Nandakumar and Stout (1993, p.64) write "Stout's [DIMTEST] procedure seems very promising for assessing the dimensionality underlying a set of items. It is an outgrowth of the conceptual definition of essential unidimensionality and was developed to be sensitive to dominant dimensions and insensitive to transient or minor dimensions. The procedure is nonparametric (thus avoiding parametric model-data problems), supported by asymptotic theory, and is computationally simplistic."
DIMTEST is a creative and mathematically ambitious attempt to assess unidimensionality. Nevertheless, despite its award-winning status, DIMTEST is severely flawed.
The indispensable step in DIMTEST is partitioning of test items into three subtests: AT1 a "unidimensional" subtest, AT2 a subtest with the same difficulty distribution as AT1, [in DIMTEST 2, AT2 is simulated], and PT a subtest used for partitioning person abilities. Then some simple (for a computer) calculations produce Stout's T statistic that assesses departure from essential unidimensionality. But hazards and defects abound!
1. All person response strings with missing data must be omitted. All non-dichotomous items must be dropped. This is because items are to be characterized by dichotomous p-values and persons by total test raw scores. Obviously DIMTEST is intended for conventional MCQ tests. In other situations, large proportions of the data will be lost. Adaptive testing and rated performances are excluded.

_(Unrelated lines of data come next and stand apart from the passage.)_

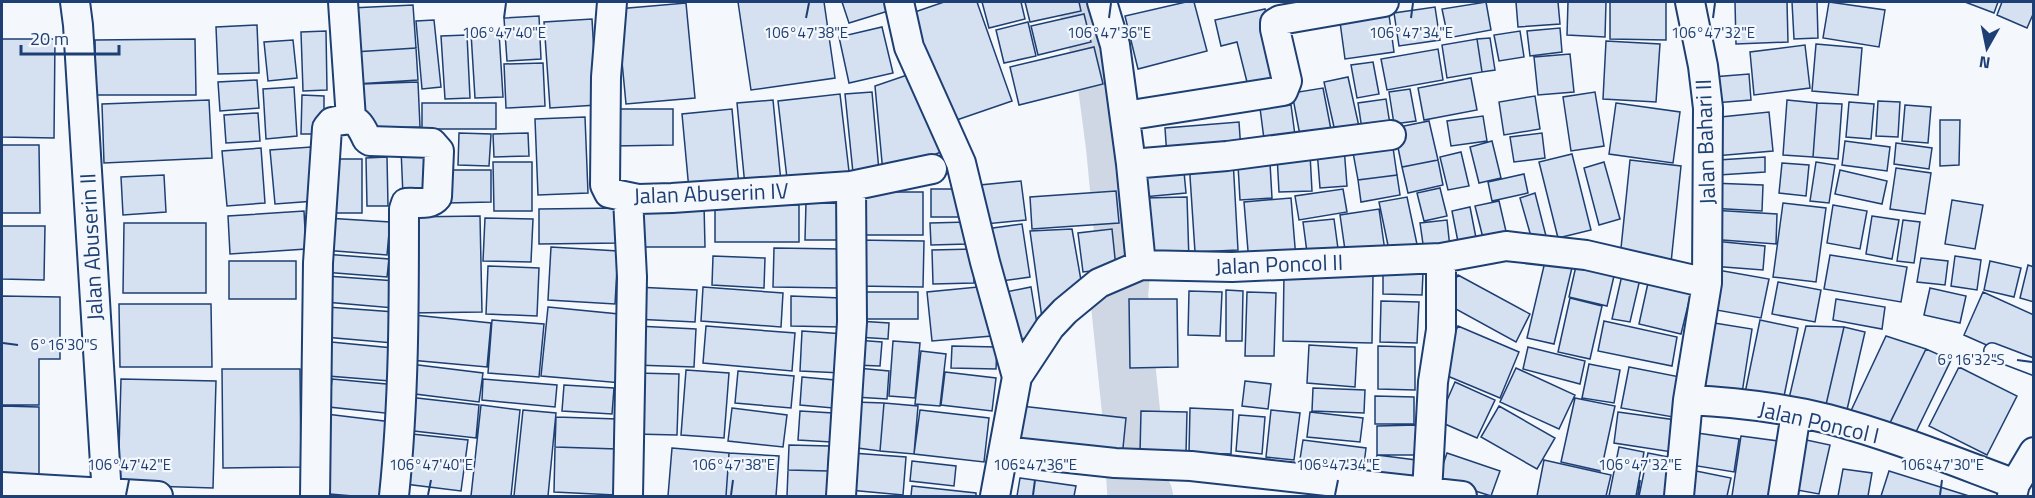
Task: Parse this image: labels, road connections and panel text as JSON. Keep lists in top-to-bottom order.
{
  "streets": {
    "street": [
      "Jalan Bahari II",
      "Jalan Abuserin IV",
      "Jalan Abuserin II",
      "Jalan Poncol II",
      "Jalan Poncol I"
    ]
  },
  "crossings": [
    ["Jalan Bahari II", "Jalan Poncol II"],
    ["Jalan Bahari II", "Jalan Poncol I"]
  ],
  "scale_bar": "20 m",
  "north": "bottom",
  "coordinates": [
    "106°47'40\"E",
    "106°47'38\"E",
    "106°47'36\"E",
    "106°47'34\"E",
    "106°47'32\"E",
    "6°16'30\"S",
    "6°16'32\"S",
    "106°47'42\"E",
    "106°47'30\"E"
  ]
}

2. An item difficulty continuum must be constructed in order to get started. Then subset AT1 is specified to reasonably cover the difficulty continuum. But how is difficulty to be identified? DIMTEST requires that item characteristic curves be monotone, i.e., that any increase in person ability is always accompanied by an increase in the probability of a correct response on any item. The form of the monotonic function (logistic, normal ogival, with/without guessing, etc.) is not specified. This means that for given data there is no unique hierarchy of item difficulty (see example, RMT 6(1) p. 199 Figure 5). DIMTEST actually uses item p-values to define the continuum. This is equivalent to requiring monotonicity, on average, of person characteristic curves, i.e., that stochastic Guttman ordering prevail. This, in turn, implies that the data must approximate the Rasch model (RMT 6(3) p. 232)!
3. A thought-to-be "unidimensional" subset, AT1, must be chosen. AT1 is to contain up to ¼ of the items (but at least 4) chosen by "expert opinion" or analytical technique (e.g., factor analysis) to have the same dominant trait, i.e., to be unidimensional. In addition, this "dominant" trait is to be as different as possible from any other traits there may be in the test. This implies that the analyst can identify and contrast all the dimensions in a test a priori - in which case what could be the motive for a test of dimensionality? Finally, AT1 must otherwise contain the same types and amounts of response variance as the other items (another impossible requirement), and also provide reasonable coverage of the difficulty continuum. Since AT1 becomes the criterion for determining unidimensionality, a poor choice of items for AT1 makes DIMTEST results undetectably meaningless! In general, the analyst cannot know from DIMTEST results whether the choice is good or poor.
Rasch analysis is almost always more effective than factor analysis for identifying the dominant trait (Smith & Miao, 1994), and Rasch item maps certainly provide a useful guide to expert opinion.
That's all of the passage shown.